**Excerpted data**:
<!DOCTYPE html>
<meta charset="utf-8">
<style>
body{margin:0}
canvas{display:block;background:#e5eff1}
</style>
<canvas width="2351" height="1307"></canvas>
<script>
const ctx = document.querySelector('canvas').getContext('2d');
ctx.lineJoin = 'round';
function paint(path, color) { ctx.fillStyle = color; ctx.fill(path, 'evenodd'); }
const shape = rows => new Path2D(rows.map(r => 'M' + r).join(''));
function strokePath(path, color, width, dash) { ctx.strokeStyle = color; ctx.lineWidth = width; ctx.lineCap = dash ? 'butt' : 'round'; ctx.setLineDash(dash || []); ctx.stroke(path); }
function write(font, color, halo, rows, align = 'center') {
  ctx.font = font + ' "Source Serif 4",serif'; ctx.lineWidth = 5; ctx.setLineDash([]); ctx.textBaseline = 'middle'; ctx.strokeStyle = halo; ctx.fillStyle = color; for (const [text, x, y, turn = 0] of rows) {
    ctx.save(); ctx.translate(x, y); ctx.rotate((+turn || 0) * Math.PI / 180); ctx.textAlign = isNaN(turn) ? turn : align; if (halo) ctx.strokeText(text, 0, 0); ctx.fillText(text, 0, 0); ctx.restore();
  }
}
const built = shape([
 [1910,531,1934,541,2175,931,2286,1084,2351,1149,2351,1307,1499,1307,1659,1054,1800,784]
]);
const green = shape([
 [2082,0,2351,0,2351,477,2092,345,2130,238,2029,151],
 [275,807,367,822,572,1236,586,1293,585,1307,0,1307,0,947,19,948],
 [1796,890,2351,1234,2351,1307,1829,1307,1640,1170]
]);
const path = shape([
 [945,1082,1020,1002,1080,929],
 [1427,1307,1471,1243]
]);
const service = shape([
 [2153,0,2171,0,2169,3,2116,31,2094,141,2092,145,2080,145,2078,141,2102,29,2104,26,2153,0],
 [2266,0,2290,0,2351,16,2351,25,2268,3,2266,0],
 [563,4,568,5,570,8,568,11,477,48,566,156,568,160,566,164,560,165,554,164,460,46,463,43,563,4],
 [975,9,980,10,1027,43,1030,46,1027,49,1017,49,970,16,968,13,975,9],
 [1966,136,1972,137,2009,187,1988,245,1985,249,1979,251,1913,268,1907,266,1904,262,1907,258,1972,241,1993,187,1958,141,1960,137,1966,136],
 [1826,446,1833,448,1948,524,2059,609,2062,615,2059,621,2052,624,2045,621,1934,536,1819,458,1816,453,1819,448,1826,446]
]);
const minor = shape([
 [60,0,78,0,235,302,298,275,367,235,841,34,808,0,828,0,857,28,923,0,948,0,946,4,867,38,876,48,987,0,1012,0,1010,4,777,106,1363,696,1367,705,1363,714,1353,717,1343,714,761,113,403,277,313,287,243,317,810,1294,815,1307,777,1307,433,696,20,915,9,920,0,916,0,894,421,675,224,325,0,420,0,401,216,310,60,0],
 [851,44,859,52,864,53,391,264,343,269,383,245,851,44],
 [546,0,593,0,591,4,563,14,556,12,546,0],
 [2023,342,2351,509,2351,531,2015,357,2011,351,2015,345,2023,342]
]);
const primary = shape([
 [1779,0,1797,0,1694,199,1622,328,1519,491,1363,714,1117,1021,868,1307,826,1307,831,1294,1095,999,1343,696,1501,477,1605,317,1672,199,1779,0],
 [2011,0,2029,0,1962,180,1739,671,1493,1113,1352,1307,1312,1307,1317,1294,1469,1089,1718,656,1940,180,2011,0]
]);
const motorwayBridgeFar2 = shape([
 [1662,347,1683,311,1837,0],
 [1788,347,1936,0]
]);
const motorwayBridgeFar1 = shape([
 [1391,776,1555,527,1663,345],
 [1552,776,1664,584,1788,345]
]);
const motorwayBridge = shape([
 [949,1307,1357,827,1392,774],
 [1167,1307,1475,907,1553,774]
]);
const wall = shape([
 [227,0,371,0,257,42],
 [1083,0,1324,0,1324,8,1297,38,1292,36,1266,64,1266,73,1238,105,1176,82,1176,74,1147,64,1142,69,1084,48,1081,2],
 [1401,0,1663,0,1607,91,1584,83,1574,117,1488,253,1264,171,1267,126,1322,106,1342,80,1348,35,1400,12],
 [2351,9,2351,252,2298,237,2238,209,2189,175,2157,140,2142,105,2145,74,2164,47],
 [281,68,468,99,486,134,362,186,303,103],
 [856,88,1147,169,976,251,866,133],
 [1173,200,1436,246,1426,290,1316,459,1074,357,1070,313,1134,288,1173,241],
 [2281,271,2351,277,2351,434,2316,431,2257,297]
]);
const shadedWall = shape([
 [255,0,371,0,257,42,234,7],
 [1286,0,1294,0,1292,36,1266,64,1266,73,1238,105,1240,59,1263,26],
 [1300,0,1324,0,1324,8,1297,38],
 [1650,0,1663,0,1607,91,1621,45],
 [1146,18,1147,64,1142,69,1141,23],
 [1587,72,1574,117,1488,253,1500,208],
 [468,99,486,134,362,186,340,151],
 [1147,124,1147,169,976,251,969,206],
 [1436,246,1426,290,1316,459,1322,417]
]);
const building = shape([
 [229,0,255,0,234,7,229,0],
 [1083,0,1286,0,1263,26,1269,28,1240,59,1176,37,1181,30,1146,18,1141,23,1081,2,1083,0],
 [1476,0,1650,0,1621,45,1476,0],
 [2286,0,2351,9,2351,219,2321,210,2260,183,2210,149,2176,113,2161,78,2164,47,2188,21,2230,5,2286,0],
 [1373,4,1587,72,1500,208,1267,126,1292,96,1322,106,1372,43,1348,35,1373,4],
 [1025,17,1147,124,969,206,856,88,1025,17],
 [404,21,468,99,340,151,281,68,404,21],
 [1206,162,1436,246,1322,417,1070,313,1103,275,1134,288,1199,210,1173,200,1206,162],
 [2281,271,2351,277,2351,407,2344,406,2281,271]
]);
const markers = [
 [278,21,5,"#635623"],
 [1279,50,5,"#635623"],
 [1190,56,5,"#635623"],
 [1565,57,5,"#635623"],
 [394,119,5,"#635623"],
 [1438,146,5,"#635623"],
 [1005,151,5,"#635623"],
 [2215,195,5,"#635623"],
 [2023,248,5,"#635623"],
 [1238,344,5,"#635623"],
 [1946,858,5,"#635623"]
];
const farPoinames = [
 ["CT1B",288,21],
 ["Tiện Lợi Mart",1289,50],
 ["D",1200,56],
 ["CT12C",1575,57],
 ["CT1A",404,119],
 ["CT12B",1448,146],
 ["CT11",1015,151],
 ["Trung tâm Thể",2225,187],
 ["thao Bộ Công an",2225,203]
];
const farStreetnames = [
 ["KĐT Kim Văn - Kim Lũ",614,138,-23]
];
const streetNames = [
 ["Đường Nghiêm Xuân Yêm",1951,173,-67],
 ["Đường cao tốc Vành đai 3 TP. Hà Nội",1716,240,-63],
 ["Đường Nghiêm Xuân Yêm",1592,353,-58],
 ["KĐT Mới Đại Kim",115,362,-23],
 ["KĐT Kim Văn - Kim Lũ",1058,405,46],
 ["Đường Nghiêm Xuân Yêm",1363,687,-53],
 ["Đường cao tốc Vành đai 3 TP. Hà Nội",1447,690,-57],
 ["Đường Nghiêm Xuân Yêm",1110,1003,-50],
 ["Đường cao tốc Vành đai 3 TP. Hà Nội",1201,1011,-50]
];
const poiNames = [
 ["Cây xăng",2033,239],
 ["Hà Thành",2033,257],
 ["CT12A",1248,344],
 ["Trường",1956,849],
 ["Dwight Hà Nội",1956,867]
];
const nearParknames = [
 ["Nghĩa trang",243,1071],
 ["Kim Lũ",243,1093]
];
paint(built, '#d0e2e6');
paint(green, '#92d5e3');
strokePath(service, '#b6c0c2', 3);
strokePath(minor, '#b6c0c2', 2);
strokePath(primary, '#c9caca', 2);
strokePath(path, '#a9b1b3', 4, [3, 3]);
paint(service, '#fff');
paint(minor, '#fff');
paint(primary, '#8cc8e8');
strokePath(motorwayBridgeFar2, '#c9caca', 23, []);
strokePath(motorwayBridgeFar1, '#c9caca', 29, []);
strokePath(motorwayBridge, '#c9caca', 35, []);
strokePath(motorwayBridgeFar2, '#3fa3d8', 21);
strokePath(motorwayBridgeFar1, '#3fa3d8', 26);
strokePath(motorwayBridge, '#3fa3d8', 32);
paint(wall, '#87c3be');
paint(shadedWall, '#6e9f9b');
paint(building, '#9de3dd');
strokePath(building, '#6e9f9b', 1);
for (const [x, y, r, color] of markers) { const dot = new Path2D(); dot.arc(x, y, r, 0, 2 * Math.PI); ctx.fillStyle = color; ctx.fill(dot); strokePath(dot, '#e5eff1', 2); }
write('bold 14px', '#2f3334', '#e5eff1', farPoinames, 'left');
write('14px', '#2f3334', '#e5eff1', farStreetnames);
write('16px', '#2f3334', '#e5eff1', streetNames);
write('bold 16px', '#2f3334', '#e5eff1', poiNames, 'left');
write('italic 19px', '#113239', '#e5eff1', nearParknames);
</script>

**The problem**: What lines in the listing above hold the string "Nghiêm"? List them.

**Response to the exercise**:
 ["Đường Nghiêm Xuân Yêm",1951,173,-67],
 ["Đường Nghiêm Xuân Yêm",1592,353,-58],
 ["Đường Nghiêm Xuân Yêm",1363,687,-53],
 ["Đường Nghiêm Xuân Yêm",1110,1003,-50],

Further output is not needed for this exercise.